EXERCISE. The lines from the top of the data down to the line with "Input: one rendered" should be repeated exactly, both ends included.

(Stored items)

-- -- --

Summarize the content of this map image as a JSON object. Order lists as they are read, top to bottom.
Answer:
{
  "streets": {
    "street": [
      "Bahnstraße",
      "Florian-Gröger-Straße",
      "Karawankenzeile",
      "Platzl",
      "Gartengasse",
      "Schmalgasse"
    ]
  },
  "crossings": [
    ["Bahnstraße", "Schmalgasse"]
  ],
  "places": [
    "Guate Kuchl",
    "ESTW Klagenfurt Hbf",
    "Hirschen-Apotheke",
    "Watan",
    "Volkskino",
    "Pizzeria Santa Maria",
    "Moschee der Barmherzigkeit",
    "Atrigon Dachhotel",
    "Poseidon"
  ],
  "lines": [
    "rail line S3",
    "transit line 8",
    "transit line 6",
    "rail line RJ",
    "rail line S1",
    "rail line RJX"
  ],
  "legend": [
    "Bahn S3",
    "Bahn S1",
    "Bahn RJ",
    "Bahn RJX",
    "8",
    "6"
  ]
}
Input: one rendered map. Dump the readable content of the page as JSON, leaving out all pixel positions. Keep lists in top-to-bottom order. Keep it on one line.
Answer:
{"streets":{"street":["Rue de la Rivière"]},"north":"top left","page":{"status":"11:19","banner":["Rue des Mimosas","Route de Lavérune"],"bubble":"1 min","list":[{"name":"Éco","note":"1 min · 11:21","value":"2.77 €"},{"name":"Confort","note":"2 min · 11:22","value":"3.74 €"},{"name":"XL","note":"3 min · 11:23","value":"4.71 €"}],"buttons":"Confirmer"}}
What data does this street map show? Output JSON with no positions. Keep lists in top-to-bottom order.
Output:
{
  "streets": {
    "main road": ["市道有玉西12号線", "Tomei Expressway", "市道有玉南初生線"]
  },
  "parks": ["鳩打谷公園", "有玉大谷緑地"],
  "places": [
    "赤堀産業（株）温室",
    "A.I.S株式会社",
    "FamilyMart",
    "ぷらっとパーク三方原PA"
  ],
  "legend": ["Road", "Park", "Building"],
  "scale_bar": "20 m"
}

-- -- --

WRITTEN SOLUTION.
Summarize the content of this map image as a JSON object. Order lists as they are read, top to bottom.
Answer:
{
  "streets": {
    "street": [
      "Bahnstraße",
      "Florian-Gröger-Straße",
      "Karawankenzeile",
      "Platzl",
      "Gartengasse",
      "Schmalgasse"
    ]
  },
  "crossings": [
    ["Bahnstraße", "Schmalgasse"]
  ],
  "places": [
    "Guate Kuchl",
    "ESTW Klagenfurt Hbf",
    "Hirschen-Apotheke",
    "Watan",
    "Volkskino",
    "Pizzeria Santa Maria",
    "Moschee der Barmherzigkeit",
    "Atrigon Dachhotel",
    "Poseidon"
  ],
  "lines": [
    "rail line S3",
    "transit line 8",
    "transit line 6",
    "rail line RJ",
    "rail line S1",
    "rail line RJX"
  ],
  "legend": [
    "Bahn S3",
    "Bahn S1",
    "Bahn RJ",
    "Bahn RJX",
    "8",
    "6"
  ]
}
Input: one rendered map. Dump the readable content of the page as JSON, leaving out all pixel positions. Keep lists in top-to-bottom order. Keep it on one line.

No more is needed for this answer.